PROBLEM TO WORK ON — Exactly retype the lines from the top of the data through the line containing "filter:drop-shadow(2px 0 #b8a8b5)", leaving out every picture.

Stored data:

################

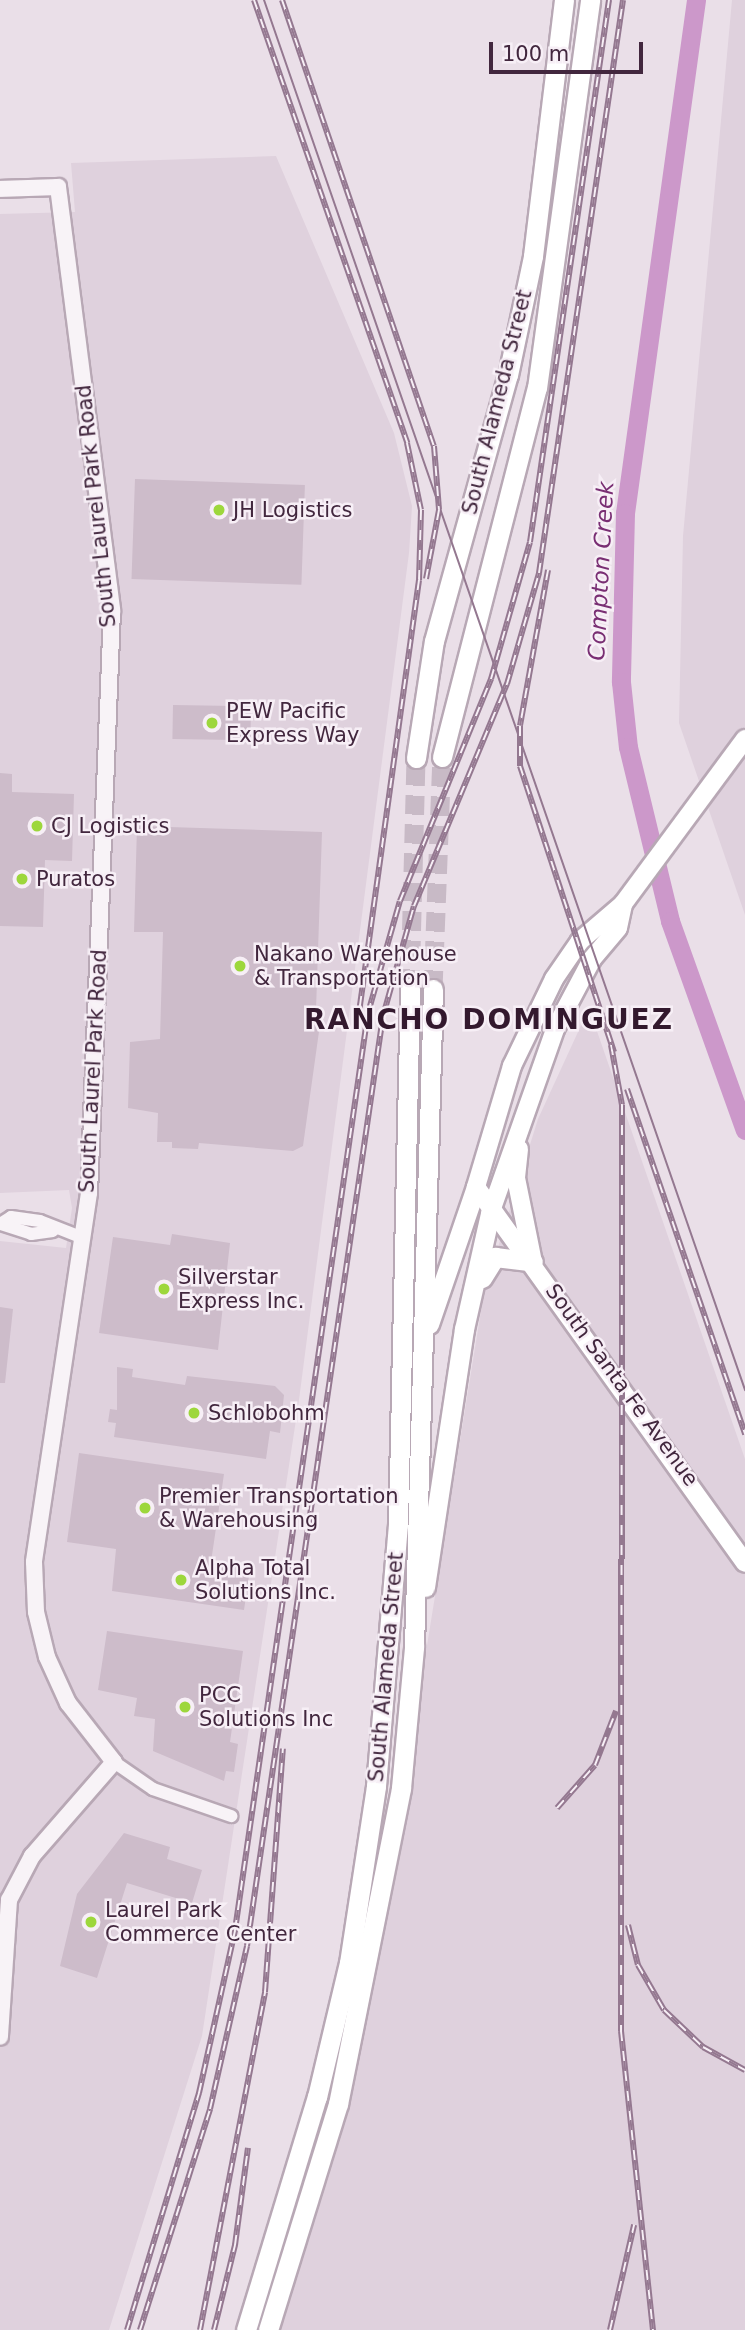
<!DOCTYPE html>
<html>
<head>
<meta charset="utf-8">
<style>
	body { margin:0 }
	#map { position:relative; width:745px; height:2330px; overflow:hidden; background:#eadfe8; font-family:"DejaVu Sans",sans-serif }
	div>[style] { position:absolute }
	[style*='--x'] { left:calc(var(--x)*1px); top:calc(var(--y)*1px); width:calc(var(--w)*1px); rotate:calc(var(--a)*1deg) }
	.built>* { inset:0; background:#dfd1dd }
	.river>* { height:19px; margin:-9.5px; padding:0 9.5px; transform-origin:9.5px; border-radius:9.5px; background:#cc98ca }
	.building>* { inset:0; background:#cdbcca; transform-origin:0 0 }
	.primary-tunnel>* { height:19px; margin-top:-9.5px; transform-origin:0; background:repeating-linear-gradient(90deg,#c8bac6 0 19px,transparent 0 29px) }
	.roads { filter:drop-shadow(2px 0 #b8a8b5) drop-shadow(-2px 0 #b8a8b5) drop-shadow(0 2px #b8a8b5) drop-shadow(0 -2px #b8a8b5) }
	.minor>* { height:12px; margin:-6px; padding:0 6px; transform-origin:6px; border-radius:6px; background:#f8f3f7 }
	.tertiary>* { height:16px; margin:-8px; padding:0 8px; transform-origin:8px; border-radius:8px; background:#f8f3f7 }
	.secondary>* { height:18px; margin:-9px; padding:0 9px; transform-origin:9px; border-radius:9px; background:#fff }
	.primary>* { height:19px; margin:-9.5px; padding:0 9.5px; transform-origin:9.5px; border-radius:9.5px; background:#fff }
	.tram>* { height:2px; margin:-1px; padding:0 1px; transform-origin:1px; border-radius:1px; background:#947890 }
	.rail>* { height:6px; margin-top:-3px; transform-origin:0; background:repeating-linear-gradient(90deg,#f7eff6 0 10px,#947890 0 20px); box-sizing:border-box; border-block:2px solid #947890 }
	.dots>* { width:19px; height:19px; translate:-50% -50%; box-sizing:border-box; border:4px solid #f7eff6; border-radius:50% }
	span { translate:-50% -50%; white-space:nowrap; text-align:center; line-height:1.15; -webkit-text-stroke:5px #f7eff6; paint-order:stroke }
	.street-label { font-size:21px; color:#42273e }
	.poi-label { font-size:21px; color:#42273e }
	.left { translate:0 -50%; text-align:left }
	.water-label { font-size:23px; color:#792e73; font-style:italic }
	.district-label { font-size:28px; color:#33192e; font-weight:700; letter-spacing:2px }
	.scale { position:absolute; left:489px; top:42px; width:154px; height:32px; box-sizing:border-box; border:4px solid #42273e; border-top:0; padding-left:9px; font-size:21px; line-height:24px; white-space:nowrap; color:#42273e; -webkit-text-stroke:5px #f7eff6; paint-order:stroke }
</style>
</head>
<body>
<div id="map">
	<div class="built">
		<div style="clip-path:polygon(732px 0,745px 0,745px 915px,679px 723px,683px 536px)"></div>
		<div style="clip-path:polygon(276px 156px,394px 433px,412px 506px,409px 553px,299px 1400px,202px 2036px,109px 2330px,0 2330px,0 1241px,66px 1248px,72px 1208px,69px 1190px,0 1193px,0 214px,75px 212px,71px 163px)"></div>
		<div style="clip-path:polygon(589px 1008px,745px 1459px,745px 2330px,277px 2330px,367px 2018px,484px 1292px,538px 1119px)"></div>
	</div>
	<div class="river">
		<div style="--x:696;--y:0;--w:518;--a:97.88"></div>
		<div style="--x:625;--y:513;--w:169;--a:91.4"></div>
		<div style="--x:621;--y:682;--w:65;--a:83.9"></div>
		<div style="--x:628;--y:747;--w:179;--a:76.4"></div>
		<div style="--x:670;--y:921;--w:222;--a:70.3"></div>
	</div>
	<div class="building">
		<div style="left:135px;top:479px;width:170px;height:100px;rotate:2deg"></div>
		<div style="left:173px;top:705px;width:78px;height:34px;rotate:1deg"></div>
		<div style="clip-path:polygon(0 773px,12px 774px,12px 792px,74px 794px,72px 861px,45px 860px,43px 927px,0 926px)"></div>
		<div style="clip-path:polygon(137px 826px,322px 832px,316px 1010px,322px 1010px,303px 1146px,293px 1151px,199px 1143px,198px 1149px,172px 1148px,172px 1142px,157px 1142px,158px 1113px,128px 1108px,130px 1042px,160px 1039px,163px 932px,134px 932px)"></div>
		<div style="clip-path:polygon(172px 1234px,230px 1243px,218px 1350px,99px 1333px,113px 1237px,170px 1245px)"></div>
		<div style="clip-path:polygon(0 1307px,13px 1309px,5px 1383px,0 1383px)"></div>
		<div style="clip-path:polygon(117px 1367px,133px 1369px,132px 1377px,185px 1385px,187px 1376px,275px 1386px,284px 1395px,280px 1433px,270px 1431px,266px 1459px,114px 1437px,116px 1423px,108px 1422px,110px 1409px,117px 1410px)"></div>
		<div style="clip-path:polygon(79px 1453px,224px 1474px,211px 1562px,250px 1569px,244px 1610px,112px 1591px,116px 1549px,67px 1542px)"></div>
		<div style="clip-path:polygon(107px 1631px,243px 1651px,230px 1742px,238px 1744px,234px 1772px,226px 1771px,224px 1781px,153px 1751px,155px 1719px,134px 1716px,137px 1698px,98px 1690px)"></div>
		<div style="clip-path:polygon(124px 1833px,170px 1847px,167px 1859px,202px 1870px,192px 1903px,127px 1883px,97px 1978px,60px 1966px,77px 1894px)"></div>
	</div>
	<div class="primary-tunnel">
		<div style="--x:410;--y:988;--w:230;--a:-88.5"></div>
		<div style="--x:433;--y:989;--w:232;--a:-87.8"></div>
	</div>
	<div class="roads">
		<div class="minor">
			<div style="--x:0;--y:1224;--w:13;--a:-32"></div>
			<div style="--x:11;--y:1217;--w:29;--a:8"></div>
			<div style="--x:40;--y:1221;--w:46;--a:21.6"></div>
			<div style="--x:1;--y:1224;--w:32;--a:18"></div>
			<div style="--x:31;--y:1234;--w:22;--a:-8"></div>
			<div style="--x:114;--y:1762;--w:47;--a:34.7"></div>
			<div style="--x:153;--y:1789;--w:83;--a:19.1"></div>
		</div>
		<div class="tertiary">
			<div style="--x:0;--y:189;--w:58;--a:-2"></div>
			<div style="--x:58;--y:187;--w:427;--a:82.7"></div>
			<div style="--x:112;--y:611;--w:582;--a:92.26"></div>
			<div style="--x:89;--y:1193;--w:373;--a:98.5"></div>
			<div style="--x:34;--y:1562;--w:50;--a:87.7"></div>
			<div style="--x:36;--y:1612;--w:46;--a:76.3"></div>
			<div style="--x:47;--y:1657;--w:51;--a:65.5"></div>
			<div style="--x:68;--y:1703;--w:75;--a:52.1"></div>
			<div style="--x:114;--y:1762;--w:125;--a:131.1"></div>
			<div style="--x:32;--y:1856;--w:50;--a:117.6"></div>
			<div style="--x:9;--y:1900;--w:137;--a:93.8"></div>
		</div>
		<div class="secondary">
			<div style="--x:745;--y:739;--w:205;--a:126.5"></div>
			<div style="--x:623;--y:904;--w:57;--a:139.3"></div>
			<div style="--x:580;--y:941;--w:46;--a:124.4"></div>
			<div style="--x:554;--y:979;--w:97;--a:115.8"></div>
			<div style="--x:512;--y:1066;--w:126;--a:106.6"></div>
			<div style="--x:476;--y:1187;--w:462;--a:54.4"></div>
			<div style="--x:519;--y:1149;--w:29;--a:96"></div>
			<div style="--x:516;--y:1178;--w:86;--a:78.6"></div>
			<div style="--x:490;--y:1214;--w:196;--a:-70.6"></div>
			<div style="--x:555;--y:1029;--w:79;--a:-62.1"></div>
			<div style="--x:592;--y:959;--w:40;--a:-50"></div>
			<div style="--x:618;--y:928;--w:25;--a:-78"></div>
		</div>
		<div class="primary">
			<div style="--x:442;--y:757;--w:381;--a:-75.6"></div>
			<div style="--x:537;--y:388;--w:392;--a:-82.2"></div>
			<div style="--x:416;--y:758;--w:118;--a:-81.3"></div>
			<div style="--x:434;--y:641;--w:276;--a:-74.5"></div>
			<div style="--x:508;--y:375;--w:122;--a:-78.1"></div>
			<div style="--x:533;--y:256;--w:258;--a:-83.1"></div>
			<div style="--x:482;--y:1278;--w:25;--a:-58"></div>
			<div style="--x:495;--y:1257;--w:38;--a:7"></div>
			<div style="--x:429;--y:1324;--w:145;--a:-71.1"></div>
			<div style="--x:425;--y:1587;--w:261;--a:-81.4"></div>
			<div style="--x:464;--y:1329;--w:118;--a:-77.3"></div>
			<div style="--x:246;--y:2330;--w:244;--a:-73.1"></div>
			<div style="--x:317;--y:2097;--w:138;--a:-76.6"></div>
			<div style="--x:349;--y:1963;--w:179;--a:-81.3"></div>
			<div style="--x:376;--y:1786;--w:262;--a:-85.2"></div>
			<div style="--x:398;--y:1525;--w:537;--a:-88.72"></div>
			<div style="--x:268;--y:2330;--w:237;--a:-72.8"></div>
			<div style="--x:338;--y:2104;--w:322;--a:-78.7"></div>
			<div style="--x:401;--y:1788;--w:142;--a:-84.7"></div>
			<div style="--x:414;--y:1647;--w:658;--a:-88.35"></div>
		</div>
	</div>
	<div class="tram">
		<div style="--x:264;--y:0;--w:1471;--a:70.91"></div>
	</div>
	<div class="rail">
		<div style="--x:254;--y:0;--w:469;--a:70.9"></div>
		<div style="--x:407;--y:443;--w:68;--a:78.2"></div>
		<div style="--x:421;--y:510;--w:70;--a:91.6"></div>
		<div style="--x:419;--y:580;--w:436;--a:97.9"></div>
		<div style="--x:282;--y:0;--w:471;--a:71.2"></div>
		<div style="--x:434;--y:446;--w:64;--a:85.5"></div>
		<div style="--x:439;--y:510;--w:70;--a:100.7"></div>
		<div style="--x:548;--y:570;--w:158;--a:100.2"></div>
		<div style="--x:520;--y:726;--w:40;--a:90"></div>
		<div style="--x:520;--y:766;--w:301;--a:71.8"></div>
		<div style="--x:611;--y:1045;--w:61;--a:79.6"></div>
		<div style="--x:622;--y:1105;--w:926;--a:90.06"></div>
		<div style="--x:621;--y:2031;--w:301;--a:83.9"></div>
		<div style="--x:627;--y:1089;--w:365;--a:71.1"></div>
		<div style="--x:557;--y:1808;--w:57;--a:-48.5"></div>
		<div style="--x:595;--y:1765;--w:58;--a:-68.7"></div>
		<div style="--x:628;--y:1925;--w:41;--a:76"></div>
		<div style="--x:638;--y:1965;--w:52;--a:60"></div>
		<div style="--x:664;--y:2010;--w:54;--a:43.5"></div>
		<div style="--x:703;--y:2047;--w:48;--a:28.7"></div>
		<div style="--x:127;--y:2330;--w:248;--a:-73.1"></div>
		<div style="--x:199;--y:2093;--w:167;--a:-77.5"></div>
		<div style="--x:235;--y:1930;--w:927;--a:-81.75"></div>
		<div style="--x:368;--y:1013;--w:116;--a:-74.1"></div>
		<div style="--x:400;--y:901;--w:240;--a:-67.7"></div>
		<div style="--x:491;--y:679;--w:142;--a:-74.1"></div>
		<div style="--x:530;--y:542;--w:548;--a:-81.71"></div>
		<div style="--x:140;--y:2330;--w:232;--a:-72.4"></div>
		<div style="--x:210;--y:2109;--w:167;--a:-77.2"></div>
		<div style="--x:247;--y:1946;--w:940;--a:-81.68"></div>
		<div style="--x:383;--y:1016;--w:114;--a:-74.3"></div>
		<div style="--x:414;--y:906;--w:241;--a:-67.3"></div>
		<div style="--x:507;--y:684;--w:116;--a:-73.9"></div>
		<div style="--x:539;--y:573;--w:579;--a:-81.66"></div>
		<div style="--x:200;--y:2330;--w:344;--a:-79.1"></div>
		<div style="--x:265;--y:1992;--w:244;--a:-85.8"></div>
		<div style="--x:214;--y:2330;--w:88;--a:-76.1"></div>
		<div style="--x:235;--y:2245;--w:98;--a:-82.4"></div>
		<div style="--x:610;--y:2330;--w:108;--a:-77.1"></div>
	</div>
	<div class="dots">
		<div style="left:219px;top:510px;background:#9dd73c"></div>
		<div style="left:212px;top:723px;background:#9dd73c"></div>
		<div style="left:37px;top:826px;background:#9dd73c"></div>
		<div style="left:22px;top:879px;background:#9dd73c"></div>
		<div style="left:240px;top:966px;background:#9dd73c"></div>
		<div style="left:164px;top:1289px;background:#9dd73c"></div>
		<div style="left:194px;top:1413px;background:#9dd73c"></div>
		<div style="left:145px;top:1508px;background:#9dd73c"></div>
		<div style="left:181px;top:1580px;background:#9dd73c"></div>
		<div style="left:185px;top:1707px;background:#9dd73c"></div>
		<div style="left:91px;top:1922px;background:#9dd73c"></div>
	</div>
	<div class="street-label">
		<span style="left:497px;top:402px;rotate:-76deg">South Alameda Street</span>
		<span style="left:96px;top:506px;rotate:-96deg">South Laurel Park Road</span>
		<span style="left:93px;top:1071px;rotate:-87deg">South Laurel Park Road</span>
		<span style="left:622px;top:1385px;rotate:54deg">South Santa Fe Avenue</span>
		<span style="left:386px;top:1667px;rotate:-85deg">South Alameda Street</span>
	</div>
	<div class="poi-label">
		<span class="left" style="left:233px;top:510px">JH Logistics</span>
		<span class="left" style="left:226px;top:723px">PEW Pacific<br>Express Way</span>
		<span class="left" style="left:51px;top:826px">CJ Logistics</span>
		<span class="left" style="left:36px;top:879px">Puratos</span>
		<span class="left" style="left:254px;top:966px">Nakano Warehouse<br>&amp; Transportation</span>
		<span class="left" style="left:178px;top:1289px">Silverstar<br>Express Inc.</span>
		<span class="left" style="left:208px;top:1413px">Schlobohm</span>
		<span class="left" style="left:159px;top:1508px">Premier Transportation<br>&amp; Warehousing</span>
		<span class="left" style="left:195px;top:1580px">Alpha Total<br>Solutions Inc.</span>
		<span class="left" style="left:199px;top:1707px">PCC<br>Solutions Inc</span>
		<span class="left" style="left:105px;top:1922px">Laurel Park<br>Commerce Center</span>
	</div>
	<div class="water-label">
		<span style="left:601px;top:571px;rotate:-87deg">Compton Creek</span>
	</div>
	<div class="district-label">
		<span style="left:489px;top:1020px">RANCHO DOMINGUEZ</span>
	</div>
	<div class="scale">100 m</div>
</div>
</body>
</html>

################

ANSWER BOX —
<!DOCTYPE html>
<html>
<head>
<meta charset="utf-8">
<style>
	body { margin:0 }
	#map { position:relative; width:745px; height:2330px; overflow:hidden; background:#eadfe8; font-family:"DejaVu Sans",sans-serif }
	div>[style] { position:absolute }
	[style*='--x'] { left:calc(var(--x)*1px); top:calc(var(--y)*1px); width:calc(var(--w)*1px); rotate:calc(var(--a)*1deg) }
	.built>* { inset:0; background:#dfd1dd }
	.river>* { height:19px; margin:-9.5px; padding:0 9.5px; transform-origin:9.5px; border-radius:9.5px; background:#cc98ca }
	.building>* { inset:0; background:#cdbcca; transform-origin:0 0 }
	.primary-tunnel>* { height:19px; margin-top:-9.5px; transform-origin:0; background:repeating-linear-gradient(90deg,#c8bac6 0 19px,transparent 0 29px) }
	.roads { filter:drop-shadow(2px 0 #b8a8b5) drop-shadow(-2px 0 #b8a8b5) drop-shadow(0 2px #b8a8b5) drop-shadow(0 -2px #b8a8b5) }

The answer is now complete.